Provided records
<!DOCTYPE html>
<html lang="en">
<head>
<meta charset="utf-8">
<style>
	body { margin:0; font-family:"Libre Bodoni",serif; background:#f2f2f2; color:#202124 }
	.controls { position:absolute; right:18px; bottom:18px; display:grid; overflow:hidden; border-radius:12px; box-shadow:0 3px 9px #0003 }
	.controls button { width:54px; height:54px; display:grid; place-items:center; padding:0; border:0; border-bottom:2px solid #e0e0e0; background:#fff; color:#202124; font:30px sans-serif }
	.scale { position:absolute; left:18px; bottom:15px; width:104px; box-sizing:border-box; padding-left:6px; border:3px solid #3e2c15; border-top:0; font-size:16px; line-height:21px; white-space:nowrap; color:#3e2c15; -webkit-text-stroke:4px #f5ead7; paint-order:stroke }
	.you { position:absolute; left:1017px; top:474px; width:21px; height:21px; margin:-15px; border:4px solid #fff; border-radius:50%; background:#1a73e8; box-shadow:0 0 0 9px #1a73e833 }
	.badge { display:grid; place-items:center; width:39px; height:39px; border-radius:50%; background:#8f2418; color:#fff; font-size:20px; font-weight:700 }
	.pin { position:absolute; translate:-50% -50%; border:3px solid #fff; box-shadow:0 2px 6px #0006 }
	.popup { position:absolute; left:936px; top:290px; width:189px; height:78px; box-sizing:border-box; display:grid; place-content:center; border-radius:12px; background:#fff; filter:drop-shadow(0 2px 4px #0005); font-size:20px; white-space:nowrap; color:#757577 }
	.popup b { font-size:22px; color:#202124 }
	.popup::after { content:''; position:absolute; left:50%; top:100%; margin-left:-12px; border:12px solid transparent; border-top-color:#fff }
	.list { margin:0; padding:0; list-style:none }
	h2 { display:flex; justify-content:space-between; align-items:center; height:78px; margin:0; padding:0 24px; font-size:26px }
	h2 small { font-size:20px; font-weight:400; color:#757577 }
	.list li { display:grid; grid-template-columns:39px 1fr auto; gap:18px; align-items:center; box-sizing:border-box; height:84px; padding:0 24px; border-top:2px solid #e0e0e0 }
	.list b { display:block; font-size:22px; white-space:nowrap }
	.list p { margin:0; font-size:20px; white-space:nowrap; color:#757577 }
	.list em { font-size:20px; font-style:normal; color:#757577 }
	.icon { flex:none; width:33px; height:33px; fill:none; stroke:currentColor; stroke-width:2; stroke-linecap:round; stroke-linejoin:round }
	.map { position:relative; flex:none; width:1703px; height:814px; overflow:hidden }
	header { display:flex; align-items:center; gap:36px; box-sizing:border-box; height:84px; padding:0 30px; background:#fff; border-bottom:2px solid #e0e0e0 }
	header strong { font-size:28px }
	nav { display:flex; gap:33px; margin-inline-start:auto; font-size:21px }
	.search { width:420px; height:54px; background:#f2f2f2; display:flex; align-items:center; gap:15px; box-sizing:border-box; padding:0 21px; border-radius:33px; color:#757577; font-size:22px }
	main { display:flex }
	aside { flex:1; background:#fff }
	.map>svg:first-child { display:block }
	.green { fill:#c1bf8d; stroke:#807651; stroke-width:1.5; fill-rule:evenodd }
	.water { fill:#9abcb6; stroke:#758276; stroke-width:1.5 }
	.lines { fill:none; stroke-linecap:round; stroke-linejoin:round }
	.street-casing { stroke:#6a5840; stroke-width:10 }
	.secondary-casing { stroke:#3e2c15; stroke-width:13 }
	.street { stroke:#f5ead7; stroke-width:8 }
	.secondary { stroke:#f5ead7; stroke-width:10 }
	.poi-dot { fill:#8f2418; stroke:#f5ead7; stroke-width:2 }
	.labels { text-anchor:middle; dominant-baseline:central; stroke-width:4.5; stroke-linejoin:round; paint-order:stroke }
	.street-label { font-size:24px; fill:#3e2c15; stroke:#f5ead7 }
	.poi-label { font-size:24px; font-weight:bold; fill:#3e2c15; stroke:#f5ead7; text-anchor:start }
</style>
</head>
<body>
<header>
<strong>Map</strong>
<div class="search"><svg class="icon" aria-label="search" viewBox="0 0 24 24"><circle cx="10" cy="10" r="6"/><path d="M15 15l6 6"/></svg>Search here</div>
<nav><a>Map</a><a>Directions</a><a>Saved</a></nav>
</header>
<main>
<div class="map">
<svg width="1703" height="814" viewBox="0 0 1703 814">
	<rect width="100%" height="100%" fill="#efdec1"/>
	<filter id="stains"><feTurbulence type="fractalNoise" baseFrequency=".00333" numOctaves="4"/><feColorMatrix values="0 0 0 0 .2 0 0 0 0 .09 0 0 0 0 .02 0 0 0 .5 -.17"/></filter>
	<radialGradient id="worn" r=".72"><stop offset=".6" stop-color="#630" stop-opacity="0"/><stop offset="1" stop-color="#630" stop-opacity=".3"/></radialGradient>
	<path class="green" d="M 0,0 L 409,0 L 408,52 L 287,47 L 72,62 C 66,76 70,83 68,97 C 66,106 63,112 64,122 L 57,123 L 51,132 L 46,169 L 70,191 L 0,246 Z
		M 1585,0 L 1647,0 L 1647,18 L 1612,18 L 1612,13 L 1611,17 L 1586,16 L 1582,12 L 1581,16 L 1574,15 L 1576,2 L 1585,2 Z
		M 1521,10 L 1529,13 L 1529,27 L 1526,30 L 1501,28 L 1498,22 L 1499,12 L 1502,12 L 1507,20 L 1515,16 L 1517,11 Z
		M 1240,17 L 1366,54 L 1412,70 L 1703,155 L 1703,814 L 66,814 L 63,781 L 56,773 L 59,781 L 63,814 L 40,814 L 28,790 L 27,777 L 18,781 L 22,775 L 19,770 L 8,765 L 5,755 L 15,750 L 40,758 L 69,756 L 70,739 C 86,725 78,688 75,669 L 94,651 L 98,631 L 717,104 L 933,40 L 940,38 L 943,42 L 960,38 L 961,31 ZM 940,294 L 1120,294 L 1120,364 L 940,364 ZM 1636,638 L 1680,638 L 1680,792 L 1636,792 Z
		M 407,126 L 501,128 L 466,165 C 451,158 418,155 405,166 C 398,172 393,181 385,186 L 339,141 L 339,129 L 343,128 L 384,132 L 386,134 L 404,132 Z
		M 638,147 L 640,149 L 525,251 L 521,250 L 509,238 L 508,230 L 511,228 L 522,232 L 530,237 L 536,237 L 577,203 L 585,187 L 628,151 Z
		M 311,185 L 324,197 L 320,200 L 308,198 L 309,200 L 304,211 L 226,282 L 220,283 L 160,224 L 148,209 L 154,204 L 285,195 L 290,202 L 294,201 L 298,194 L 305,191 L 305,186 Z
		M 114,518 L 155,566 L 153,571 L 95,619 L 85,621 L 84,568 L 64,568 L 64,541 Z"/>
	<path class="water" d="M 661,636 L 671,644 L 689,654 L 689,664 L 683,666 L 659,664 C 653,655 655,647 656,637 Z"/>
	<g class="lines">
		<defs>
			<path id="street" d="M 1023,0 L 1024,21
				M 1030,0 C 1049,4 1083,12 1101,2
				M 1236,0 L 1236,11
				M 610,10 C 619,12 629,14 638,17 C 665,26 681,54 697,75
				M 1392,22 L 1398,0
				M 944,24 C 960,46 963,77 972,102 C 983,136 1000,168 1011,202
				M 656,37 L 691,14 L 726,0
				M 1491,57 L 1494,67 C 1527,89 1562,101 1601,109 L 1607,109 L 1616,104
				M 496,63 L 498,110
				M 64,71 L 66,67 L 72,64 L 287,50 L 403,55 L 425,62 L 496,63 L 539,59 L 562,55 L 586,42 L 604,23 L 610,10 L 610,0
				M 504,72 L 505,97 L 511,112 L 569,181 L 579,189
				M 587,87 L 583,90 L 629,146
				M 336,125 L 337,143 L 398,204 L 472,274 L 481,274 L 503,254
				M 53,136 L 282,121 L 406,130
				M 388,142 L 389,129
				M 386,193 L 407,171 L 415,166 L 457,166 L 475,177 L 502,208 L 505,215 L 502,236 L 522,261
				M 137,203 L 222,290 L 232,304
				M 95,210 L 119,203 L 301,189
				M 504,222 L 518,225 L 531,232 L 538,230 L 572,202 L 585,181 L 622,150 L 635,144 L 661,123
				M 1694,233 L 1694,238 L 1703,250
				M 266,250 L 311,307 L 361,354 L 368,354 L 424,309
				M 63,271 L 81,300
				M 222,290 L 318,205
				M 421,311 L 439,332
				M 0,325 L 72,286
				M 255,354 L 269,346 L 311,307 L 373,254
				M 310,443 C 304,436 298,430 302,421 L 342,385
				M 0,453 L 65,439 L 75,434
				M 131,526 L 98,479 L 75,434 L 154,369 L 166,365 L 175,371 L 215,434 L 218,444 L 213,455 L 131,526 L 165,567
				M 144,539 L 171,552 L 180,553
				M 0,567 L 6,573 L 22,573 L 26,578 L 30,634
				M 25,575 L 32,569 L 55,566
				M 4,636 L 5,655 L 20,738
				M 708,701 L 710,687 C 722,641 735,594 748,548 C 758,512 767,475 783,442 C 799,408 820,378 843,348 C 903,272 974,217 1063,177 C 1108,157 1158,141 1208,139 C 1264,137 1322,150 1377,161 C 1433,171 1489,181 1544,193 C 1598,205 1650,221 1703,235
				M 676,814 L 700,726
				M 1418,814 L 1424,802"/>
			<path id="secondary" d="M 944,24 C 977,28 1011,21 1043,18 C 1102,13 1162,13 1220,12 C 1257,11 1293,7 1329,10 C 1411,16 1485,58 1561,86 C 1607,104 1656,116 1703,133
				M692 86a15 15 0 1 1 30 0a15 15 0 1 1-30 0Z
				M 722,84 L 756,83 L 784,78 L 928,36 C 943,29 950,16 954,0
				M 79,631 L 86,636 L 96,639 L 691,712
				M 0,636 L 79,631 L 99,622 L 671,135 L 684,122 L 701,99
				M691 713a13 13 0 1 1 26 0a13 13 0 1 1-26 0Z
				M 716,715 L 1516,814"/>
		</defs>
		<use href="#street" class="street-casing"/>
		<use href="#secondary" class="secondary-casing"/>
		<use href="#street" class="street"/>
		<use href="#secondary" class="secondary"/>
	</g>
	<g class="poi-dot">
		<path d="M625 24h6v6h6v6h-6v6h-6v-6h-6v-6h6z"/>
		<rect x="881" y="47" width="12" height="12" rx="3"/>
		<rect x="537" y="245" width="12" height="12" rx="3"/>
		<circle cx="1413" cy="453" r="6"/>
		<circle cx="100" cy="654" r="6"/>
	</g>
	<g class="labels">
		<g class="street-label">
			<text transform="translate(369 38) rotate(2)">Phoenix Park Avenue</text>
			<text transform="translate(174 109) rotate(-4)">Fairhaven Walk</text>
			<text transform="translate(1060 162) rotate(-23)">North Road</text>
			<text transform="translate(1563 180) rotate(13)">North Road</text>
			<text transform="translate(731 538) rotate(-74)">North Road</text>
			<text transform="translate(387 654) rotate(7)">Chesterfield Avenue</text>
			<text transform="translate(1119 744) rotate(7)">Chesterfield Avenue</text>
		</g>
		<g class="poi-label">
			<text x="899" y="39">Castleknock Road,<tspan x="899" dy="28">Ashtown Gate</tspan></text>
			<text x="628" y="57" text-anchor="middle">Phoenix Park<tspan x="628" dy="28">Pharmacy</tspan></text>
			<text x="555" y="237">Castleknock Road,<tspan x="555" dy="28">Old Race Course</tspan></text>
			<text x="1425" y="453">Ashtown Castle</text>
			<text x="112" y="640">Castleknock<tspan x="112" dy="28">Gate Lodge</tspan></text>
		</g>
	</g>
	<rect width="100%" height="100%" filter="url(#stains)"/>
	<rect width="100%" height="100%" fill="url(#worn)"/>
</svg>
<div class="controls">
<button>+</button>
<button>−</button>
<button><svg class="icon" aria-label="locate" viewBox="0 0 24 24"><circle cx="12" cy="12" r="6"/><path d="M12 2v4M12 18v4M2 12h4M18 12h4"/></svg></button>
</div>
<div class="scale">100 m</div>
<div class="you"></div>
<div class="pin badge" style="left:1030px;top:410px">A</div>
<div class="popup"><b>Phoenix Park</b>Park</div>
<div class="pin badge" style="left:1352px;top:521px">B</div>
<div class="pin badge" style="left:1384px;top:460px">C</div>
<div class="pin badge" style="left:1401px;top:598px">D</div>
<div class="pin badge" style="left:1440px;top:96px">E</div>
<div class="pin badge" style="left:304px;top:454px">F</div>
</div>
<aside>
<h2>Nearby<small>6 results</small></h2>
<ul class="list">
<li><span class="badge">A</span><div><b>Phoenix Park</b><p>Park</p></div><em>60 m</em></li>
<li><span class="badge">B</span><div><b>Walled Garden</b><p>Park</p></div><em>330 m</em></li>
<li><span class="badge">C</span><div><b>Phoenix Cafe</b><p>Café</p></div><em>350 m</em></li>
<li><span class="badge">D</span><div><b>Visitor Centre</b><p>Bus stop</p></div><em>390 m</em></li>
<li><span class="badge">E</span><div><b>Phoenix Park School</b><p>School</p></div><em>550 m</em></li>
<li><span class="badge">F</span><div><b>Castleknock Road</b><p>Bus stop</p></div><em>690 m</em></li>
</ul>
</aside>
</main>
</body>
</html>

Task details
Pull every line that holds the string "list" out of the records.

Completed task
	.list { margin:0; padding:0; list-style:none }
	.list li { display:grid; grid-template-columns:39px 1fr auto; gap:18px; align-items:center; box-sizing:border-box; height:84px; padding:0 24px; border-top:2px solid #e0e0e0 }
	.list b { display:block; font-size:22px; white-space:nowrap }
	.list p { margin:0; font-size:20px; white-space:nowrap; color:#757577 }
	.list em { font-size:20px; font-style:normal; color:#757577 }
<ul class="list">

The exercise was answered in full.